Index Update: On 6th November 2025, the broader NZ market ended in red amidst selling in the energy sector. On the same day, S&P/NZX 50 Index witnessed a decline of 0.32% to end at 13,576.810 and S&P/NZX 20 Index fell by 0.29% to 7,765.290. Also, S&P/NZX 10 Index witnessed a fall of 0.05% to 12,980.690. Notably, strong selling was witnessed in the energy sector and S&P/NZX All Energy declined by 3.37%.    

Macro Update: As per FEU dated 23 October, the consumer spending increased over the course of the year albeit at subdued levels, with households looking to rebuild savings and pay debt amid softness in the labour market conditions. The retail card spending declined 0.5% in September. This was after 3 months of gains. While spending declined throughout most of the categories, one bright spot was hospitality. This is because it reached its second highest level in its 22-year history.   

Market Movers: Among top gainers, PaySauce Limited (NZX: PYS) encountered a rise of 11.48%. On the other hand, Rua Bioscience Limited (NZX: RUA) declined by 6.67%.   

Commodity Update: The dollar held near a three-month high on Thursday as markets reduced bets on a December rate cut by the Federal Reserve. Gold dipped 0.03% to USD 3,991.80 per ounce, silver declined 0.35% to USD 47.85, while copper rose 0.32% to USD 10,759.00. Brent crude inched up 0.03% to USD 63.54, recovering slightly after recent losses amid weak demand and persistent global oversupply concerns.  

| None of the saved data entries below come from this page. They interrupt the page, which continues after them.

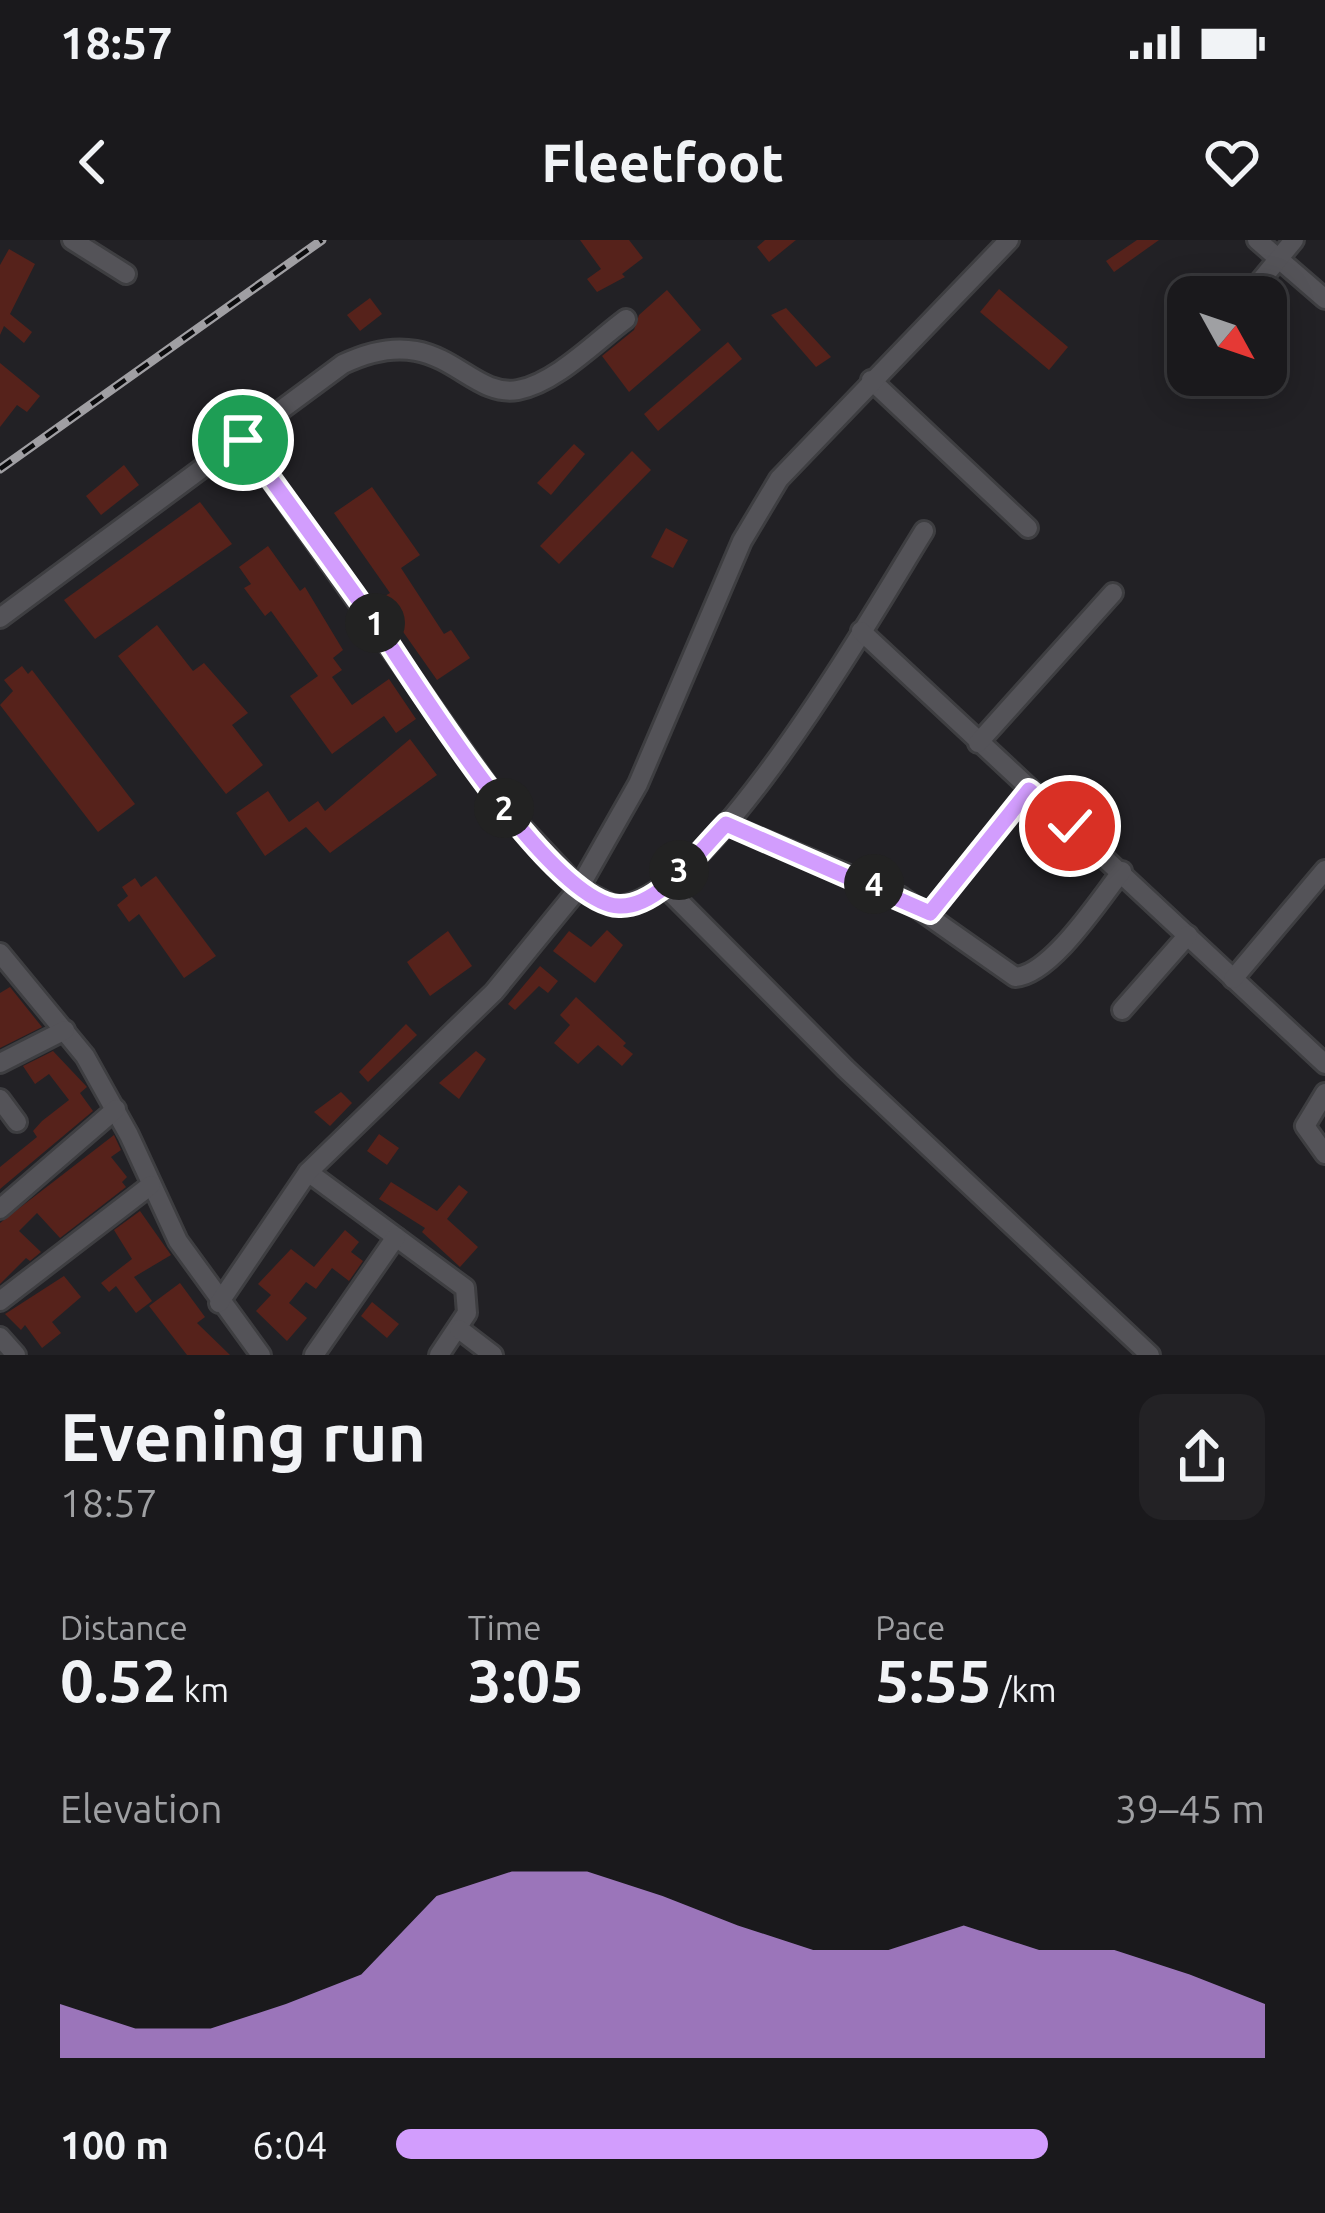 <!DOCTYPE html>
<html lang="en">
<head>
<meta charset="utf-8">
<style>
	body { margin:0; font-family:Ubuntu,sans-serif; background:#232225; color:#f1f3f6; height:100vh; display:flex; flex-direction:column; font-size:45px; white-space:nowrap }
	* { box-sizing:border-box; margin:0 }
	p { font-size:39px; color:#9fa0a3 }
	.icon { flex:none; width:66px; height:66px; fill:none; stroke:currentColor; stroke-width:2; stroke-linecap:round; stroke-linejoin:round }
	.map { position:relative; height:1115px; overflow:hidden }
	.details { display:flex; flex-direction:column; background:#1a191c; flex:1 }
	.details>* { flex:none }
	.needle { width:78px; rotate:130deg }
	.fabs { position:absolute; left:1167px; top:36px; display:grid; gap:24px }
	.fabs a { display:grid; place-items:center; width:120px; height:120px; border-radius:24px; background:#1a191c; box-shadow:0 6px 30px #0003,0 0 0 3px #38383b; font-size:60px }
	.pin { position:absolute; display:grid; place-items:center; width:102px; height:102px; color:#fff; margin:-51px; border:6px solid #fff; border-radius:50%; box-shadow:0 3px 12px #0007 }
	.km { position:absolute; width:60px; height:60px; margin:-30px; border-radius:50%; background:#222; color:#fff; font-size:33px; line-height:60px; text-align:center }
	.round { display:grid; place-items:center; flex:none; width:126px; height:126px; border-radius:24px; background:#232225 }
	.summary { display:flex; align-items:center; justify-content:space-between; height:204px; padding:0 60px }
	h1 { font-size:66px; font-weight:700; line-height:90px }
	.figures { display:grid; grid-template-columns:repeat(3,1fr); gap:18px; height:204px; padding:12px 60px }
	.figures div { display:grid; align-content:center }
	.figures b { font-size:60px; font-weight:700 }
	.figures small { font-size:33px; font-weight:400 }
	.figures p { font-size:33px }
	.chart { height:336px; padding:24px 60px }
	.chart p { display:flex; justify-content:space-between }
	.chart svg { width:100%; height:216px; margin-top:12px; fill:#d29dfd; opacity:.7 }
	ul { padding:0 60px; list-style:none; font-size:39px }
	li { display:grid; grid-template-columns:192px 144px 1fr; align-items:center; height:90px }
	li i { height:30px; border-radius:15px; background:#d29dfd }
	.status { display:flex; justify-content:space-between; align-items:center; height:84px; padding:0 60px; background:#1a191c; direction:ltr }
	.status svg { height:33px; fill:currentColor }
	header { display:flex; justify-content:space-between; align-items:center; height:156px; padding:0 60px; background:#1a191c; font-size:54px; font-weight:700 }
	.map>svg:first-child { display:block }
	.building { fill:#56221b }
	.lines { fill:none; stroke-linecap:round; stroke-linejoin:round }
	.minor-casing { stroke:#3e3e41; stroke-width:24 }
	.minor { stroke:#545358; stroke-width:18 }
	.rail-casing { stroke:#a09fa3; stroke-width:9 }
	.rail { stroke:#0b0b0d; stroke-width:4.5; stroke-dasharray:14; stroke-linecap:butt }
	.route-casing { stroke:#fff; stroke-width:24 }
	.route { stroke:#d29dfd; stroke-width:15 }
</style>
</head>
<body>
<div class="status"><b>18:57</b><svg viewBox="0 0 49 12"><path d="M0 12V9h3v3zM5 12V6h3v6zM10 12V3h3v9zM15 12V0h3v12zM26 1h20v11H26zM47 4h2v5h-2z"/></svg></div>
<header><svg class="icon" aria-label="back" viewBox="0 0 24 24"><path d="M15 5l-7 7 7 7"/></svg>Fleetfoot<svg class="icon" aria-label="heart" viewBox="0 0 24 24"><path d="M12 20l-8-8c-3-5 5-10 8-4 3-6 11-1 8 4z"/></svg></header>
<div class="map">
<svg width="1325" height="1115" viewBox="0 0 1325 1115">
	<rect width="100%" height="100%" fill="#222125"/>
	<g class="building">
		<polygon points="580,0 629,0 643,18 622,34 625,37 597,52 587,39 601,29"/>
		<polygon points="765,0 796,0 769,22 757,7"/>
		<polygon points="1137,0 1159,0 1114,32 1106,21"/>
		<polygon points="9,9 35,24 10,74 32,92 24,103 4,86 0,95 0,25"/>
		<polygon points="999,49 1068,107 1049,130 980,72"/>
		<polygon points="667,50 701,90 629,152 602,116 634,90 639,75"/>
		<polygon points="370,58 382,74 360,91 347,75"/>
		<polygon points="786,68 831,117 816,127 771,75"/>
		<polygon points="728,102 742,119 658,191 644,174"/>
		<polygon points="0,123 40,156 27,172 17,165 0,187"/>
		<polygon points="574,204 585,214 551,255 537,243"/>
		<polygon points="632,211 651,230 559,324 540,306"/>
		<polygon points="124,225 139,245 101,275 86,256"/>
		<polygon points="372,247 420,315 401,328 444,394 451,390 470,418 437,440 380,359 390,353 334,273"/>
		<polygon points="200,262 232,304 95,399 64,360"/>
		<polygon points="666,288 688,300 673,328 651,317"/>
		<polygon points="268,306 300,351 305,347 343,410 333,418 342,430 332,437 352,465 389,439 416,479 396,493 384,476 332,514 290,456 318,436 271,371 265,376 244,348 251,344 239,327"/>
		<polygon points="157,385 193,431 204,423 248,473 232,485 263,525 226,554 118,416"/>
		<polygon points="22,426 28,434 32,430 135,564 98,592 0,465 13,451 4,440"/>
		<polygon points="410,499 437,535 330,613 306,587 265,616 236,573 268,551 289,582 318,561 325,571"/>
		<polygon points="156,636 216,716 184,738 139,674 129,682 117,665 128,656 122,647 135,638 141,647"/>
		<polygon points="607,690 623,705 595,743 553,711 569,691 591,707"/>
		<polygon points="448,691 472,726 430,756 407,722"/>
		<polygon points="540,726 558,741 548,753 539,746 515,770 508,764"/>
		<polygon points="10,747 42,787 0,808 0,753"/>
		<polygon points="576,757 626,803 623,806 633,814 622,826 598,805 578,824 554,803 570,785 560,775"/>
		<polygon points="406,784 417,795 368,842 359,832"/>
		<polygon points="53,811 87,847 80,853 93,871 0,949 0,927 37,897 33,891 42,881 69,860 49,834 35,844 23,826"/>
		<polygon points="476,811 486,819 459,859 439,843"/>
		<polygon points="341,852 352,863 330,886 314,872"/>
		<polygon points="379,894 399,908 387,925 367,911"/>
		<polygon points="114,895 121,910 111,917 127,937 122,942 126,947 60,998 37,973 19,991 41,1012 30,1021 26,1018 0,1044 0,983"/>
		<polygon points="391,942 437,971 459,945 468,952 447,979 478,1007 460,1027 422,992 425,988 379,959"/>
		<polygon points="140,971 171,1015 134,1037 152,1061 136,1073 116,1046 109,1052 101,1043 132,1019 114,990"/>
		<polygon points="345,990 359,1002 351,1012 363,1021 349,1041 332,1028 316,1049 306,1042 289,1063 307,1078 287,1101 256,1071 271,1055 258,1044 291,1009 314,1027"/>
		<polygon points="64,1036 81,1057 52,1082 61,1093 42,1108 25,1085 21,1090 5,1074"/>
		<polygon points="180,1043 205,1077 197,1083 230,1115 187,1115 149,1066"/>
		<polygon points="372,1062 399,1084 387,1098 361,1076"/>
	</g>
	<g class="lines">
		<defs>
			<g id="minor">
				<polyline points="72,0 126,34"/>
				<polyline points="1257,0 1325,59"/>
				<polyline points="1247,57 1294,0"/>
				<polyline points="871,140 1028,288"/>
				<path d="M243,200L502,566L579,648L614,666C705,669 877,366 924,291"/>
				<path d="M0,378L343,124C442,77 464,159 518,150C556,143 596,101 626,79"/>
				<polyline points="861,391 1325,824"/>
				<polyline points="978,503 1113,353"/>
				<path d="M726,584L900,656L1015,737C1051,735 1100,659 1122,631"/>
				<polyline points="663,645 846,829 1150,1115"/>
				<polyline points="930,673 1029,550"/>
				<polyline points="0,713 85,816 129,895 178,1001 261,1115"/>
				<polyline points="1233,739 1325,630"/>
				<polyline points="1122,770 1188,695"/>
				<polyline points="0,823 65,790"/>
				<polyline points="1325,853 1305,886 1325,914"/>
				<polyline points="0,859 17,882"/>
				<polyline points="308,932 465,1048 467,1073 439,1115"/>
				<polyline points="0,969 116,869"/>
				<polyline points="0,1061 151,945"/>
				<polyline points="219,1063 308,932 494,752 579,648 638,544 742,301 779,239 1009,0"/>
				<polyline points="459,1089 493,1115"/>
				<polyline points="0,1097 16,1115"/>
				<polyline points="314,1115 396,997"/>
			</g>
		</defs>
		<use href="#minor" class="minor-casing"/>
		<use href="#minor" class="minor"/>
		<defs>
			<polyline id="rail" points="0,229 322,0"/>
		</defs>
		<use href="#rail" class="rail-casing"/>
		<use href="#rail" class="rail"/>
	</g>
	<g class="lines">
		<defs>
			<path id="route" d="M243,200C287,262 333,323 377,386C416,443 552,664 619,666C659,668 701,609 726,584L930,673L1029,550L1070,586"/>
		</defs>
		<use href="#route" class="route-casing"/>
		<use href="#route" class="route"/>
	</g>
</svg>
<div class="fabs">
<a><svg class="needle" viewBox="-14 -14 28 28"><path d="M0-13l5 13h-10z" fill="#e53935"/><path d="M0 13l5-13h-10z" fill="#9fa0a3"/></svg></a>
</div>
<div class="pin" style="left:243px;top:200px;background:#1e9e55"><svg class="icon" aria-label="arrive" viewBox="0 0 24 24"><path d="M6 21V4h12l-3 4 3 4H6"/></svg></div>
<div class="pin" style="left:1070px;top:586px;background:#d93025"><svg class="icon" aria-label="check" viewBox="0 0 24 24"><path d="M5 12l5 5 9-10"/></svg></div>
<b class="km" style="left:375px;top:383px">1</b>
<b class="km" style="left:504px;top:568px">2</b>
<b class="km" style="left:679px;top:630px">3</b>
<b class="km" style="left:874px;top:644px">4</b>
</div>
<section class="details">
<div class="summary"><div><h1>Evening run</h1><p>18:57</p></div><a class="round"><svg class="icon" aria-label="share" viewBox="0 0 24 24"><path d="M12 15V3M7 8l5-5 5 5M5 13v7h14v-7"/></svg></a></div>
<div class="figures">
<div><p>Distance</p><b>0.52<small> km</small></b></div>
<div><p>Time</p><b>3:05</b></div>
<div><p>Pace</p><b>5:55<small> /km</small></b></div>
</div>
<div class="chart"><p><span>Elevation</span>39–45 m</p>
<svg viewBox="0 0 160 44" preserveAspectRatio="none"><path d="M0 44V33L10 38L20 38L30 33L40 27L50 11L60 6L70 6L80 11L90 17L100 22L110 22L120 17L130 22L140 22L150 27L160 33V44z"/></svg>
</div>
<ul>
<li><b>100 m</b>6:04<i style="width:75%"></i></li>
</ul>
</section>
</body>
</html>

Source: Trading View, Analysis: Kalkine Group  

Following a brief corrective phase within a well-established broader uptrend marked by a consistent pattern of higher highs and higher lows, the S&P/NZX 50 Index has recently staged a breakout above its 2024 peak at 13,270. This upward breach confirms the continuation of the prevailing bullish structure and signals the potential for renewed upside momentum. Technically, the breakout opens the way for a possible retest of the all-time high at 13,636. Importantly, the former resistance level at 13,270 has now transitioned into a key support zone, which could underpin the next leg of the advance. Moreover, after experiencing a modest pullback, the index is presently rebounding from this newly established support suggests that the broader uptrend remains intact and the overall technical outlook continues positive.  

Our Stance: It could be said that significant selling in the energy sector somewhat impacted the broader NZ market on 6th November. While the focus of the US market investors remains on the earnings season, it is important to track the developments happening around AI trade and the broader health of the US economy. Furthermore, the ongoing US government shutdown is also adding to the uncertainties.